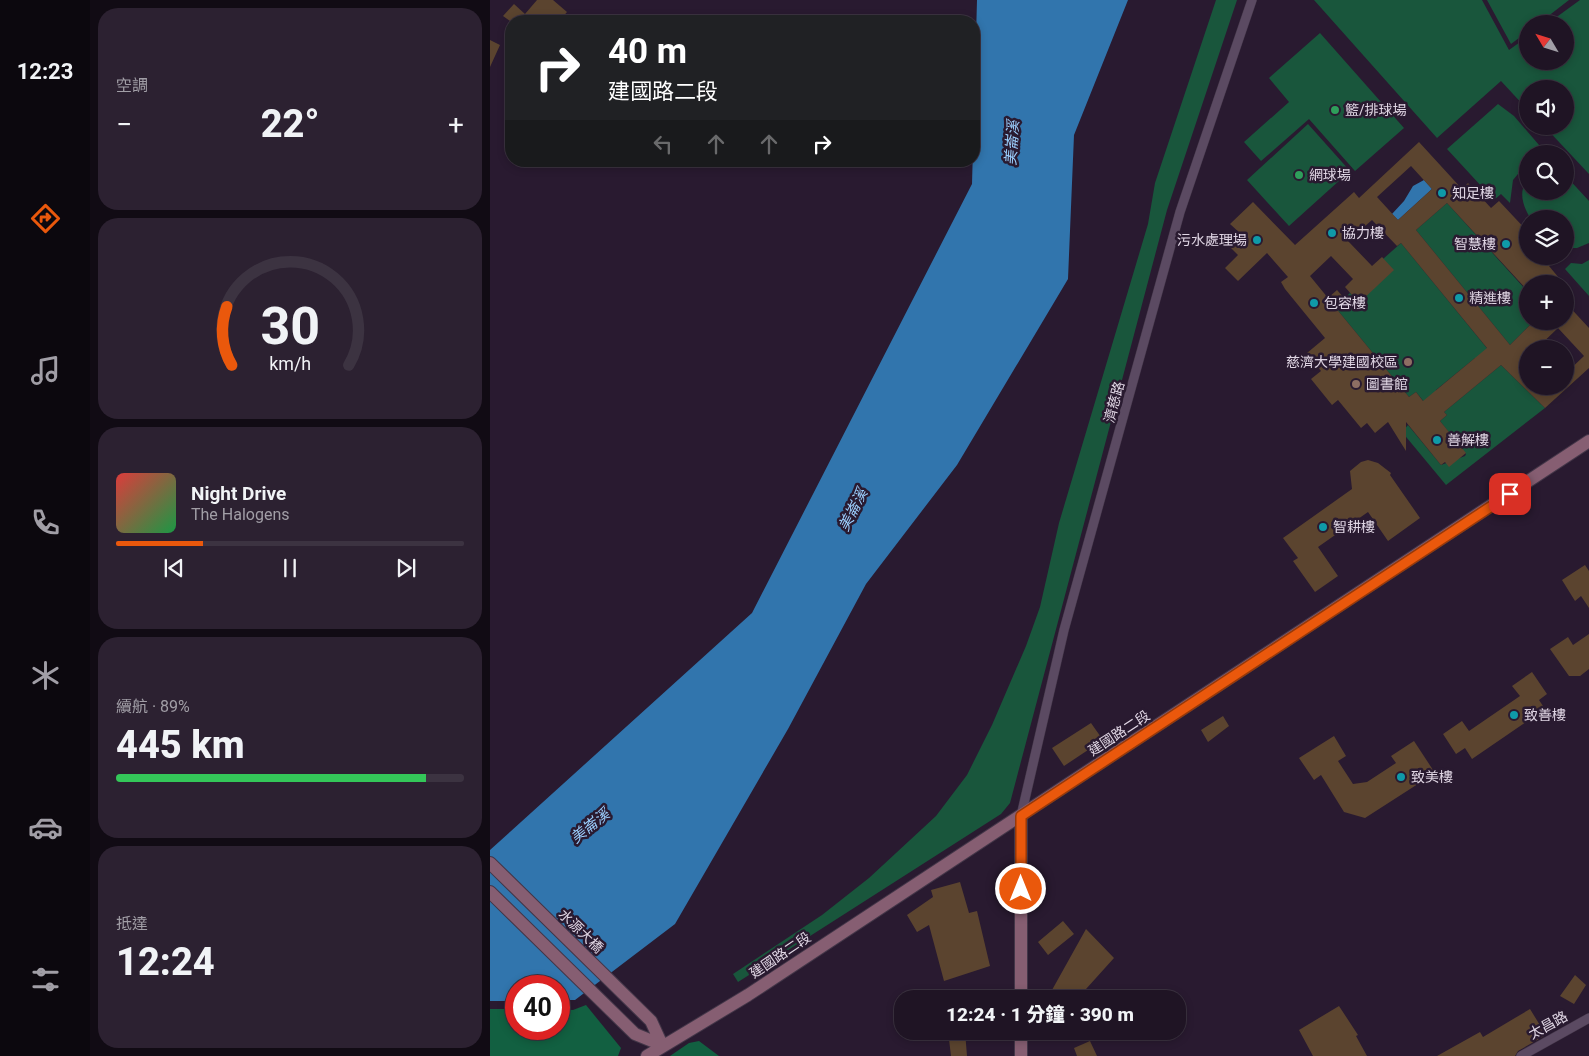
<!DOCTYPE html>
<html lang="zh-TW">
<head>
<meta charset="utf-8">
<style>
  body { margin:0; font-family:Roboto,"Noto Sans TC",sans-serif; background:#2c2131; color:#f1f3f6; height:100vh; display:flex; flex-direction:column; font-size:19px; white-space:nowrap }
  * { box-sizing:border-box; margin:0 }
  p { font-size:16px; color:#a19ea6 }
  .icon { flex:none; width:28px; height:28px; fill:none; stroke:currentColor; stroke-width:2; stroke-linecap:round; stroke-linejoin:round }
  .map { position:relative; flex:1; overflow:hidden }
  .side { display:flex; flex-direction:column; gap:8px; padding:8px; background:#110b14; width:400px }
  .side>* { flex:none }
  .banner { position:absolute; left:15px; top:15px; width:475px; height:152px; border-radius:20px; box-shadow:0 2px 8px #0003,0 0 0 1px #3c3341; background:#202124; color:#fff; overflow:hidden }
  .needle { width:32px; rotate:308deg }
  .tools { position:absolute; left:1029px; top:15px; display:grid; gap:10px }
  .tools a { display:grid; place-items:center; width:55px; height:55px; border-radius:50%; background:#1f1424; box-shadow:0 2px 8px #0003,0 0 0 1px #3c3341; font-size:25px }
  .speed { position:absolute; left:15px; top:975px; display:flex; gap:10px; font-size:25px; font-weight:700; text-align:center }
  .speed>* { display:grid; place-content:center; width:65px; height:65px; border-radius:50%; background:#1f1424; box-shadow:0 2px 8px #0003,0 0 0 1px #3c3341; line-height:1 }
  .speed .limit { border:8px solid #d22; background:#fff; color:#111 }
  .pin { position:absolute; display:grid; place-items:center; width:42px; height:42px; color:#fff; margin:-21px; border-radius:10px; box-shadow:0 2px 8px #0006 }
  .me { position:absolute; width:55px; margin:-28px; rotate:0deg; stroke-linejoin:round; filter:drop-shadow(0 0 4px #0008) }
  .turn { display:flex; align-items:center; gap:18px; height:105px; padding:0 20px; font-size:22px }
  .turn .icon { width:65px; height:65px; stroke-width:2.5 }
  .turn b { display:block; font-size:35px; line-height:42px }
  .lanes { display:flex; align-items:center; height:48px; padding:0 20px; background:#0003; justify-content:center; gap:25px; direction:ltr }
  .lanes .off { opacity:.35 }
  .big { font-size:38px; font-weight:800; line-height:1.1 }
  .side .card { flex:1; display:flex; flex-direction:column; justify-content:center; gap:8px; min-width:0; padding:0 18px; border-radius:20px; background:#2c2131 }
  .side .dial { align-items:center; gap:0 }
  .dial svg { height:130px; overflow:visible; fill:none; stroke:#3c3341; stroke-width:7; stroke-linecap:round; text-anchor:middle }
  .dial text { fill:#f1f3f6; stroke:none }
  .song { display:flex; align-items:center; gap:15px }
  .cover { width:60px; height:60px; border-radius:8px; background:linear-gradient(135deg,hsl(0 70% 55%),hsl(140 70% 35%)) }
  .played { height:5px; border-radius:2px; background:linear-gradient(90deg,#ea580c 25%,#3c3341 25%) }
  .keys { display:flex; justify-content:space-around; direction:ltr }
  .heat { display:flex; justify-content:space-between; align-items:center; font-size:28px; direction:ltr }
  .charge { height:8px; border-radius:4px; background:linear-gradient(90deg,#34c759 89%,#3c3341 0) }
  .trip { position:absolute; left:404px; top:990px; width:292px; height:50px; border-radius:20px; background:#1f1424; box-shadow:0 2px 8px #0003,0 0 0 1px #3c3341; font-weight:800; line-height:50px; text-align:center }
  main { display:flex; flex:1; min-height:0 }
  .menu { display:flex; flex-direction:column; width:90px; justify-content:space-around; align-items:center; background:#0c080e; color:#a19ea6 }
  .menu .icon { width:35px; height:35px }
  .menu .active { color:#ea580c }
  .menu b { font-size:22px; color:#f1f3f6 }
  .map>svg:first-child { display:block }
</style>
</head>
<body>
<main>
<nav class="menu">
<b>12:23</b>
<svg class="icon active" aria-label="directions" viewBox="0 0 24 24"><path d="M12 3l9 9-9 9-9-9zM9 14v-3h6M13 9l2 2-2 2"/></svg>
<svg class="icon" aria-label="music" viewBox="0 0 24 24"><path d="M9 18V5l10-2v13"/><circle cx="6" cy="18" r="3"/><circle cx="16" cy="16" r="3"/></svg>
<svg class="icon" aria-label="phone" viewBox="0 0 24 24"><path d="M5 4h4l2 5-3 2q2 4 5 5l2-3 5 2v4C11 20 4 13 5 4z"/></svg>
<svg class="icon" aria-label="climate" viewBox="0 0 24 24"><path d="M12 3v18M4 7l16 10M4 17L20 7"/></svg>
<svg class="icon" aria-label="car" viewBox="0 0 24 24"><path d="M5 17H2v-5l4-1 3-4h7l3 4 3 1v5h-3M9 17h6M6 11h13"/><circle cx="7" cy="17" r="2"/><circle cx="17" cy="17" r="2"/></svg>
<svg class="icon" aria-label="filters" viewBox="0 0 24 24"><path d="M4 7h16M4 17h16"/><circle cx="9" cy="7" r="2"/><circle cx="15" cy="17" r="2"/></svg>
</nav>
<section class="side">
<div class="card"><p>空調</p>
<div class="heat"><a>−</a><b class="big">22°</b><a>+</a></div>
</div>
<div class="card dial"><svg viewBox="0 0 100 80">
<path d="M14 69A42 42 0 1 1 86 69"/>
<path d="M14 69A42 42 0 0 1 11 33" stroke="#ea580c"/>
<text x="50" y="56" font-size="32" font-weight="700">30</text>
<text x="50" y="72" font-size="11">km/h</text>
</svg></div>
<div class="card">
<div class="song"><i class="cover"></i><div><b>Night Drive</b><p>The Halogens</p></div></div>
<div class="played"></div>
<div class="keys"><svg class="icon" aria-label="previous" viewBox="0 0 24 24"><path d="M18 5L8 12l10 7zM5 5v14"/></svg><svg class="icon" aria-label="pause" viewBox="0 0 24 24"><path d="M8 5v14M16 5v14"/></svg><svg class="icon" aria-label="next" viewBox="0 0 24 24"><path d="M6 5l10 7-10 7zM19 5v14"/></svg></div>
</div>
<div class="card"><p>續航 · 89%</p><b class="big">445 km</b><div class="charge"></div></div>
<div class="card"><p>抵達</p><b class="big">12:24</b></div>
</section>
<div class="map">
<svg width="1099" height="1056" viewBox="0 0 1099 1056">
  <rect width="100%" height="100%" fill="#291a30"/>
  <path fill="#19563c" d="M726,0H747L677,210L520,803L511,814L248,982L243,974L332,915L379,878L446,816L477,775L502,725L536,646L550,607L569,523L658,224L665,183Z
    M824,0H992L1019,50L1037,37L1038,61H1075V24H1057L1090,0H1099V174L1054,126H1075V89H1038L1037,109L1011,81L947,138Z
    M997,0H1079L1048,24H1038L1037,32L1021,44Z
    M830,33L914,128L865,171L819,119L771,161L754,142L799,102L779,78Z
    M1008,104L1024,116L1049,145L1045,154H1038L1037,163L1023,180L1020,203L1011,194L1004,200L957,149Z
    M818,124L860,171L799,226L757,180Z
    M1075,175L1099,201V243L1087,248H1075V219H1041C1033,207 1028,192 1037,180L1038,191H1075Z
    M957,203L1037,291L1038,321H1044L1020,345L926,230Z
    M911,243L1005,358H985L946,390L944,414L926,392L919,397L845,307L860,293L869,302L903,270L893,259Z
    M1099,260V296L1075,269L1081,263L1092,264Z
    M1011,365L1055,408L956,485L912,432L918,425L951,465L975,456L976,454L950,421L957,415L954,412Z"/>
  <path fill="#126041" d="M96,1005L131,1048L128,1056H0V1009H26V1029H69V1009L83,1010Z
    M209,1041L229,1056H180L199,1043Z"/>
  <path fill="#3175ad" d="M487,0H638L584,135L578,279L467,465L376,584L298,729L185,924L85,1000H69V986H26V1001H0V850L262,613L482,184Z
    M934,180L942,189L908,220L902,214L914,201L923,186Z"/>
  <path fill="#5b442f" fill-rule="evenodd" d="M47,0H63L77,12L69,21H20L13,16L24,4L35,14Z
    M0,40L10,45L0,67Z
    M929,142L972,189L978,183L1001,208L1009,201L1038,232V256H1059L1064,261L1059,266L1074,284H1038V291L957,203L926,230L1020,345L1044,321H1075V302L1099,328V368L1055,408L1011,365L954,412L957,415L950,421L976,453L959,467L955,462L951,465L916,422V451L898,422L885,433L877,423L871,428L848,400L842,405L821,379L831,371L817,353L835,338L795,289L791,282L798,277L777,253L748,281L735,268L748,255L739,246L751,234L740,224L763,202L805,245L864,192L869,198ZM921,166L942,189L908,220L887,197ZM882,220L907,246L911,243L997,348L933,401L926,392L919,397L845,307L854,298L847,290L838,298L820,276L841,256L863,279L855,287L869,303L904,270L892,257L882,266L858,241ZM1068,328L1094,356L1075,374V386H1038V349H1046Z
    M878,460L888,463L901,473L900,475L930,518L898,541L878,512L828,547L848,576L825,592L803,561L808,558L793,538L862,489L860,471L871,462Z
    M1095,565L1099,571V608L1091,596L1085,601L1072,580Z
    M1099,634V669L1090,676H1079L1060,649L1078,637L1083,645Z
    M1042,672L1057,694L1049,700L1055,709L982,759L975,748L966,754L953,734L972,721L979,731L1030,696L1022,686Z
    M733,716L739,726L718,742L711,730Z
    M601,723L613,740L574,766L562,748Z
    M844,736L856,756L848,761L863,784L877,782L906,763L901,756L924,741L945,773L875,818L854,812L831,775L824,780L809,758Z
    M470,882L479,913L487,911L500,966L454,981L439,925L427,932L417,915L443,897L441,890Z
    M573,921L584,934L558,955L548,942Z
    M596,929L624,958L587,999H557Z
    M1085,975L1096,985L1084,1004L1070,996Z
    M849,1006L868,1035L866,1036L877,1056H823L809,1030Z
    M1040,1009L1056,1035L1028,1051L1025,1056H947L990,1032L993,1037Z
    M458,1031H475L477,1056H461Z
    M600,1041L607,1056H587L584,1048Z"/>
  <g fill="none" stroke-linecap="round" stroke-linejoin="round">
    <g stroke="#433648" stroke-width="10">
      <path id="street" d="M531,816L574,630L690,212L762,0
        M1031,1056L1099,1018"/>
    </g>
    <g stroke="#433648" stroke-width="14">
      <path id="secondary" d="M0,863L161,1021L172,1045
        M0,892L145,1034L172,1045
        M531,999V816
        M157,1056L258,995L1099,441
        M531,1056V1031"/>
    </g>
    <use href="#street" stroke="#5b4a62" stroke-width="9"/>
    <use href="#secondary" stroke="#865e72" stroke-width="12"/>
  </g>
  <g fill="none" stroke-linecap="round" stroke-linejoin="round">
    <g stroke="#983908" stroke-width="12">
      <path id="route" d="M531,889V816L1020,494"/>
    </g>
    <use href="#route" stroke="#ea580c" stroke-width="9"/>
  </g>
  <g fill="#2e9e5b" stroke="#291a30" stroke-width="2">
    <circle cx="845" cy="110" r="5"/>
    <circle cx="809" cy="175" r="5"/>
  </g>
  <g fill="#0f9aa8" stroke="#291a30" stroke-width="2">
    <circle cx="952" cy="193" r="5"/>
    <circle cx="842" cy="233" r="5"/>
    <circle cx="767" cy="240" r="5"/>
    <circle cx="1016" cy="244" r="5"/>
    <circle cx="969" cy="298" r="5"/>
    <circle cx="824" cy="303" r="5"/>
    <circle cx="947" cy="440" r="5"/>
    <circle cx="833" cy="527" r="5"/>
    <circle cx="1024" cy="715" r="5"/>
    <circle cx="911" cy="777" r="5"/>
  </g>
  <g fill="#8d6e63" stroke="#291a30" stroke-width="2">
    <circle cx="918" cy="362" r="5"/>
    <circle cx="866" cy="384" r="5"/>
  </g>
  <g text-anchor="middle" stroke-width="5" stroke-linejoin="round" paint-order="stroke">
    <g font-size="14" fill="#e0d6e4" stroke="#291a30" text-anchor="start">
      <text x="855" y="115">籃/排球場</text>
      <text x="819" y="180">網球場</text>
      <text x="962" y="198">知足樓</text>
      <text x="852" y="238">協力樓</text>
      <text x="757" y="245" text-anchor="end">污水處理場</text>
      <text x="1006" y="249" text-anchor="end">智慧樓</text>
      <text x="979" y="303">精進樓</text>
      <text x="834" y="308">包容樓</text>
      <text x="908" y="367" text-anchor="end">慈濟大學建國校區</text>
      <text x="876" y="389">圖書館</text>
      <text x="957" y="445">善解樓</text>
      <text x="843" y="532">智耕樓</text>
      <text x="1034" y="720">致善樓</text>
      <text x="921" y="782">致美樓</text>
    </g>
    <g font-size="14" fill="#e0d6e4" stroke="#291a30">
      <text transform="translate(624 402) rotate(-75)" y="5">濟慈路</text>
      <text transform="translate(629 733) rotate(-33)" y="5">建國路二段</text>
      <text transform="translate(91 931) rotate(44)" y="5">水源大橋</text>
      <text transform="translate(290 955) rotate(-34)" y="5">建國路二段</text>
      <text transform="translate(1058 1025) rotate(-29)" y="5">太昌路</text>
    </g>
    <g font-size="15" font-style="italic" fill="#9bcefd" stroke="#291a30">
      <text transform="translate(522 143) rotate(-86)" y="5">美崙溪</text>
      <text transform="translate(363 510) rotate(-63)" y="5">美崙溪</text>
      <text transform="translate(100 826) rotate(-39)" y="5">美崙溪</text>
    </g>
  </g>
</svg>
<div class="tools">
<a><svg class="needle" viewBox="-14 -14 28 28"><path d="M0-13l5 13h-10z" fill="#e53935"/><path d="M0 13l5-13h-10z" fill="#a19ea6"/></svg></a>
<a><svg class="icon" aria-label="sound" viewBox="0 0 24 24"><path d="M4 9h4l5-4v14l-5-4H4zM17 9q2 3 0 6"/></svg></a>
<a><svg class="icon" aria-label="search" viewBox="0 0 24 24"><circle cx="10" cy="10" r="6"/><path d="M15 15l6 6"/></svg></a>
<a><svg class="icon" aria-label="layers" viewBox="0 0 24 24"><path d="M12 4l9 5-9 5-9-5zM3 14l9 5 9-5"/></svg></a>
<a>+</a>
<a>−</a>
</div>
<div class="speed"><div class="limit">40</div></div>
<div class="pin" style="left:1020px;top:494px;background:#d93025"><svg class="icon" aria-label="arrive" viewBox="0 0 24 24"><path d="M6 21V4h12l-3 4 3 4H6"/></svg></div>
<svg class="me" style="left:531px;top:889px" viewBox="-20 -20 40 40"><circle r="17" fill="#ea580c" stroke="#fff" stroke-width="3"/><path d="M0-11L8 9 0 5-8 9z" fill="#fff"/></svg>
<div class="trip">12:24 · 1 分鐘 · 390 m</div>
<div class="banner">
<div class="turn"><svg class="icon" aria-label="right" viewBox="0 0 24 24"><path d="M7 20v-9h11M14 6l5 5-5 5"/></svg><div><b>40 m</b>建國路二段</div></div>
<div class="lanes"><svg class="icon off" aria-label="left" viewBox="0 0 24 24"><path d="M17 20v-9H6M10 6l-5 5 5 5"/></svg><svg class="icon off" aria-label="ahead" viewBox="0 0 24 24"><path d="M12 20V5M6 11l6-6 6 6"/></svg><svg class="icon off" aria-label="ahead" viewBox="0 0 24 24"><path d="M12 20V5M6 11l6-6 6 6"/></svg><svg class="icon" aria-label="right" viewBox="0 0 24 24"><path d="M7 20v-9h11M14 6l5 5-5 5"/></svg></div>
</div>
</div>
</main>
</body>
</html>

—————

BRIEF:
Please copy every line from the entries that includes the word "hidden".

RESPONSE BOX:
  .map { position:relative; flex:1; overflow:hidden }
  .banner { position:absolute; left:15px; top:15px; width:475px; height:152px; border-radius:20px; box-shadow:0 2px 8px #0003,0 0 0 1px #3c3341; background:#202124; color:#fff; overflow:hidden }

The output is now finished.